Preserve zero-length groups #341

hadley · 2014-03-20T12:57:03Z

http://stackoverflow.com/questions/22523131

Not sure what the interface to this should be - probably should default to drop = FALSE.

eipi10 · 2014-03-20T16:15:21Z

Thanks for opening up this issue Hadley.

statwonk · 2014-04-28T02:24:28Z

👍 ran into the same issue today, drop = FALSE would be a big help for me!

wsurles · 2014-07-09T03:18:59Z

Any idea on the time frame for putting a .drop = FALSE equivalent into dplyr? I need this for certain rCharts to render correctly.

In the mean time I DID get the answer in your link to work.
http://stackoverflow.com/questions/22523131

I grouped by two variables.

jennybc · 2014-07-23T17:52:31Z

+1 for option to not drop empty groups

hadley · 2014-08-01T14:06:56Z

May be some overlap with #486 and #413.

slackline · 2014-08-30T07:50:06Z

Not dropping empty groups would be very useful. Often needed when creating summary tables.

mcfrank · 2014-10-29T18:58:23Z

+1 - this is a deal-breaker for many analyses

bpbond · 2014-11-11T17:46:53Z

I agree with all the above--would be very useful.

hadley · 2014-11-20T19:38:22Z

@romainfrancois Currently build_index_cpp() doesn't respect the drop attribute:

t1 <- data_frame(
  x = runif(10),
  g1 = rep(1:2, each = 5),
  g2 = factor(g1, 1:3)
)
g1 <- grouped_df(t1, list(quote(g2)), drop = FALSE)
attr(g1, "group_size")
# should be c(5L, 5L, 0L)
attr(g1, "indices")
# shoud be list(0:4, 5:9, integer(0))

The drop attribute only applies when grouping by a factor, in which case we need to have one group per factor level, regardless of whether or not the level actually applies to the data.

This will also affect the single table verbs in the following ways:

select(): no effect
arrange(): no effect
summarise(): functions applied to zero row groups should be given 0-level integers. n() should return 0, mean(x) should return NaN
filter(): the set of groups should remain constant, even if some groups now have no rows
mutate(): don't need to evaluate expressions for empty groups

Eventually, drop = FALSE will be the default, and if it's a hassle to write both drop = FALSE and drop = TRUE branches, I'd happily drop support for drop = FALSE (since you can always re-level the factor yourself, or use a character vector instead).
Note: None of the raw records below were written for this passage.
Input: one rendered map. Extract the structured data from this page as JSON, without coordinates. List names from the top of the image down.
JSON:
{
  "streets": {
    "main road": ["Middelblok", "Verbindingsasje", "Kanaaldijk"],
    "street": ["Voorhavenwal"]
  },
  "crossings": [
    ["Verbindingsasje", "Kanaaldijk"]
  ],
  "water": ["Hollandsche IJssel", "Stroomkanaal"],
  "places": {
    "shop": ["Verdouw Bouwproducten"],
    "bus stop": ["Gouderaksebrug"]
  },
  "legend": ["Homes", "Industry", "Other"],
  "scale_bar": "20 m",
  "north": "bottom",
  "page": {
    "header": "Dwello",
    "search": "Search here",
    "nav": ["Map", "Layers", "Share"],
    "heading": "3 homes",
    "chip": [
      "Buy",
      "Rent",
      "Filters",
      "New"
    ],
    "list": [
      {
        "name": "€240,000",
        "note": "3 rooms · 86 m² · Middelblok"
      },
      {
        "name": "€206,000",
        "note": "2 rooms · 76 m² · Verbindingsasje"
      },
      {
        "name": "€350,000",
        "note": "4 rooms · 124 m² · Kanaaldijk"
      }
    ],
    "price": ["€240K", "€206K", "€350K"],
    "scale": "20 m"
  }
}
Does that make sense? If it's a lot of work, we can push off to 0.4

@statwonk, @wsurles, @jennybc, @slackline, @mcfrank, @eipi10 If you'd like to help, the best thing to do would be to work on a set of test cases that exercises all the ways the different verbs might interact with zero-length groups.

romainfrancois · 2014-11-27T09:08:37Z

Ah. I think I just did not know what drop was supposed to do. That makes it clear. I don't think it's a lot of work.

bpbond · 2014-12-04T18:58:36Z

I have opened pull request #833 which tests whether the single table verbs above handle zero-length groups correctly. Most of the tests are commented out, because dplyr currently fails them, of course.

ebergelson · 2015-05-28T03:56:49Z

+1 , any status updates here? love summarise, need to keep empty levels!

wsurles · 2015-05-28T14:17:45Z

@ebergelson, Here is my current hack to get zero-length groups. I often need this so my bar charts will stack.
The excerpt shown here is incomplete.